Clasificación de ocupaciones
Las ocupaciones fueron codificadas a partir del registro textual de la descripción que entregó
el respondente a la pregunta ¿Cuál fue el (primer /actual /mejor /peor) puesto de trabajo que
desempeñó? (señale su oficio y cargo). Durante la codificación, para resolver los casos que
planteaban ambigüedades se recurrió a información complementaria relativa a rama de actividad
(¿A qué se dedicaba la empresa o negocio para el cual trabajaba?) y categoría ocupacional
(empleador, empleado, cuenta propia, familiar no remunerado, servicio doméstico).
Adicionalmente, las respuestas sobre ocupación fueron verificadas por consistencia en descripción
de puestos de trabajo en distintas etapas de la carrera ocupacional.
La pauta para la codificación se obtuvo de la resolución ISCO - 88 (6-nov-87, actualización
del 23 de febrero de 2000) de la Organización Internacional del Trabajo (OIT), la cual establece una
Clasificación Internacional Estándar de Ocupaciones. Esta clasificación posee cuatro dígitos de
profundidad que corresponden a Grupo Mayor, Sub-Grupo Mayor, Grupo Menor y Ocupación
Unitaria, respectivamente.
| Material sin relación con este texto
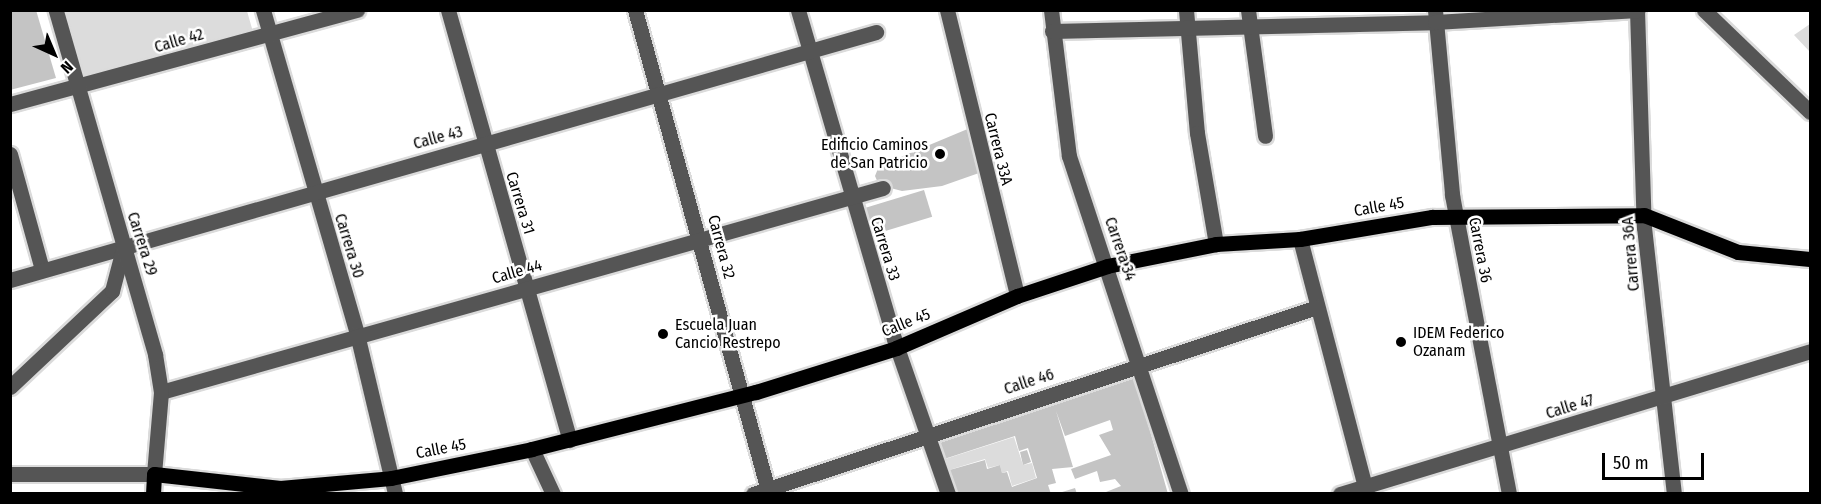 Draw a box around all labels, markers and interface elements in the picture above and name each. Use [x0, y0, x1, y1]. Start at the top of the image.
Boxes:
north arrow [24, 24, 84, 84]
street label: Calle 42 [152, 25, 206, 57]
text: N [57, 57, 77, 77]
street label: Carrera 33A [980, 111, 1016, 187]
street label: Calle 43 [411, 122, 465, 154]
place label: Edificio Caminos de San Patricio [821, 135, 928, 173]
marker: Edificio Caminos de San Patricio [933, 147, 947, 161]
street label: Carrera 31 [501, 169, 539, 237]
street label: Calle 45 [1352, 193, 1406, 221]
street label: Carrera 29 [123, 210, 161, 278]
street label: Carrera 30 [330, 211, 368, 281]
street label: Carrera 32 [703, 213, 739, 281]
street label: Carrera 33 [866, 215, 904, 283]
street label: Carrera 34 [1100, 215, 1140, 283]
street label: Carrera 36 [1464, 216, 1496, 284]
street label: Carrera 36A [1618, 216, 1644, 292]
street label: Calle 44 [490, 256, 544, 288]
street label: Calle 45 [879, 305, 933, 341]
place label: Escuela Juan Cancio Restrepo [675, 315, 781, 353]
place label: IDEM Federico Ozanam [1413, 323, 1505, 361]
marker: Escuela Juan Cancio Restrepo [656, 327, 670, 341]
marker: IDEM Federico Ozanam [1394, 335, 1408, 349]
street label: Calle 46 [1002, 365, 1056, 399]
street label: Calle 47 [1543, 391, 1597, 423]
street label: Calle 45 [414, 435, 468, 463]
scale bar [1605, 441, 1707, 479]
text: 50 m [1613, 452, 1649, 474] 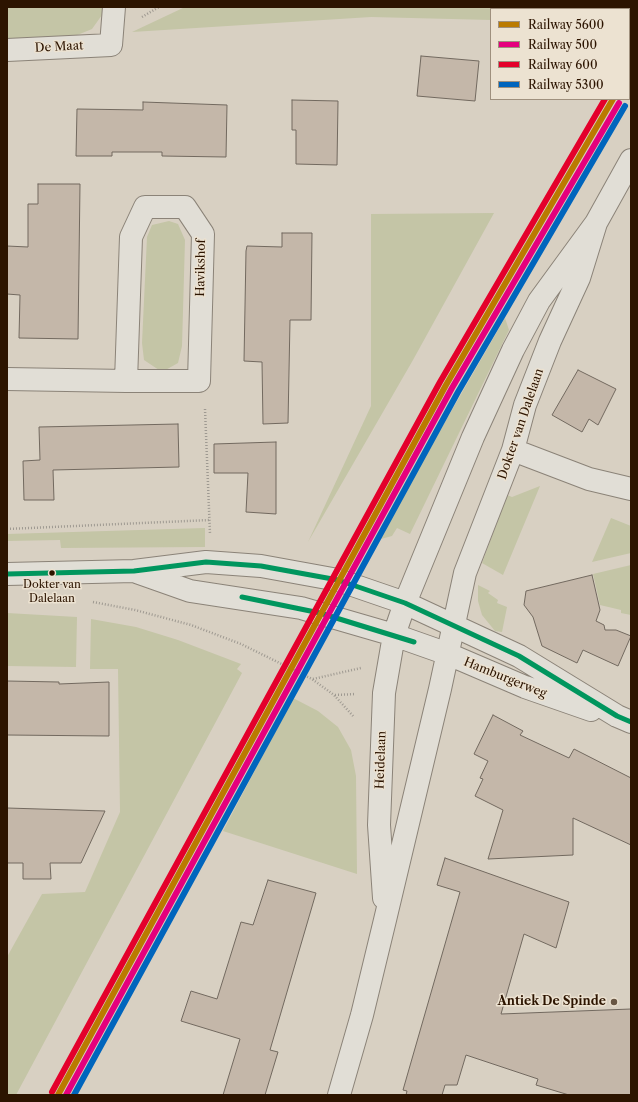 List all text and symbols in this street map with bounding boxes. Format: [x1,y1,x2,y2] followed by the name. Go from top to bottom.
[490,8,630,100] legend
[528,17,604,32] text: Railway 5600
[528,37,597,52] text: Railway 500
[34,39,84,55] street label: De Maat
[528,57,598,72] text: Railway 600
[528,77,604,92] text: Railway 5300
[193,239,209,297] street label: Havikshof
[495,367,547,481] street label: Dokter van Dalelaan
[47,568,57,578] marker: Dokter van Dalelaan
[23,578,81,604] place label: Dokter van Dalelaan
[461,655,549,701] street label: Hamburgerweg
[373,731,389,789] street label: Heidelaan
[497,995,606,1009] place label: Antiek De Spinde
[609,997,619,1007] marker: Antiek De Spinde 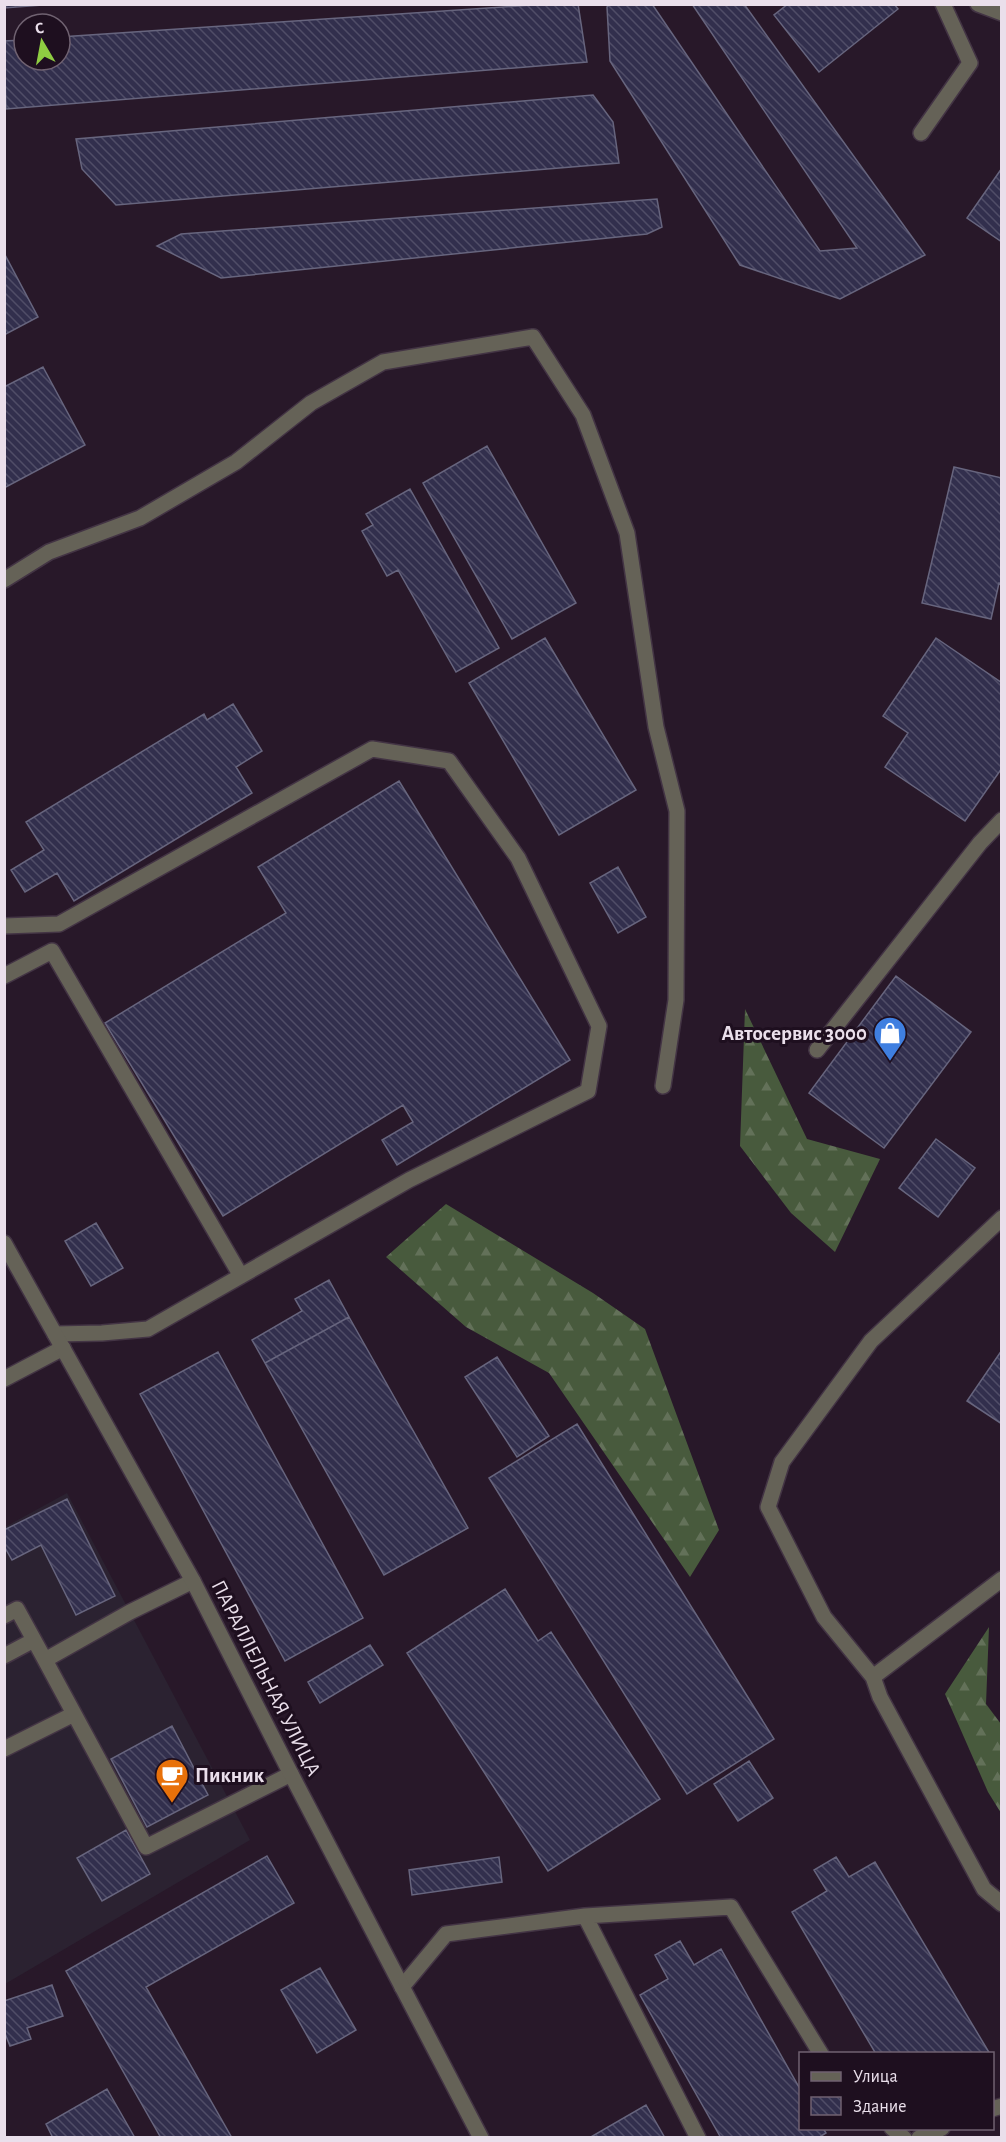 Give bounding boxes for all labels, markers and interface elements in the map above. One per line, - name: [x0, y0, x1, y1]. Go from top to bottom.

La clasificación ISCO-88 establece 10 grupos mayores, que han sido
divididos de acuerdo con el nivel de destreza o especialización que requiere el desempeño de la
tarea. La utilidad de este esquema proviene de su generalidad, dado que la mayor parte de los países
basan sus estadísticas laborales en esta clasificación.
Para los propósitos de esta encuesta se elaboró una primera clasificación basada en las
categorías ISCO-88, que comprende 19 ocupaciones. Esta clasificación se estableció tomando en
cuenta tanto el interés en algunos grupos ocupacionales (como profesores o comerciantes), como su
peso dentro de la muestra, con el fin de subdividir o agrupar según fuera el caso. La clasificación
utilizada alcanza hasta tres dígitos de especificación, vale decir hasta grupo menor en el caso de
mayor desagregación.
A partir de la clasificación detallada utilizada en la investigación, se puede hacer operativa la
clasificación propuesta por CEPAL en el Panorama Social de América Latina 2000. (Las
equivalencias pueden consultarse en el Anexo). La clasificación de CEPAL muestra que el orden de
las ocupaciones se encuentra asociada con el ingreso promedio de los grupos ocupacionales
(CEPAL, 2000). Lo anterior permite establecer si los desplazamientos considerados son
ascendentes, descendentes, o cambios dentro de ocupaciones equivalentes. La muestra utilizada en
Buenos Aires se desvía razonablemente de los datos de CEPAL para América Latina, ya sea por las
características de la muestra o por la fuerza de trabajo en Buenos Aires.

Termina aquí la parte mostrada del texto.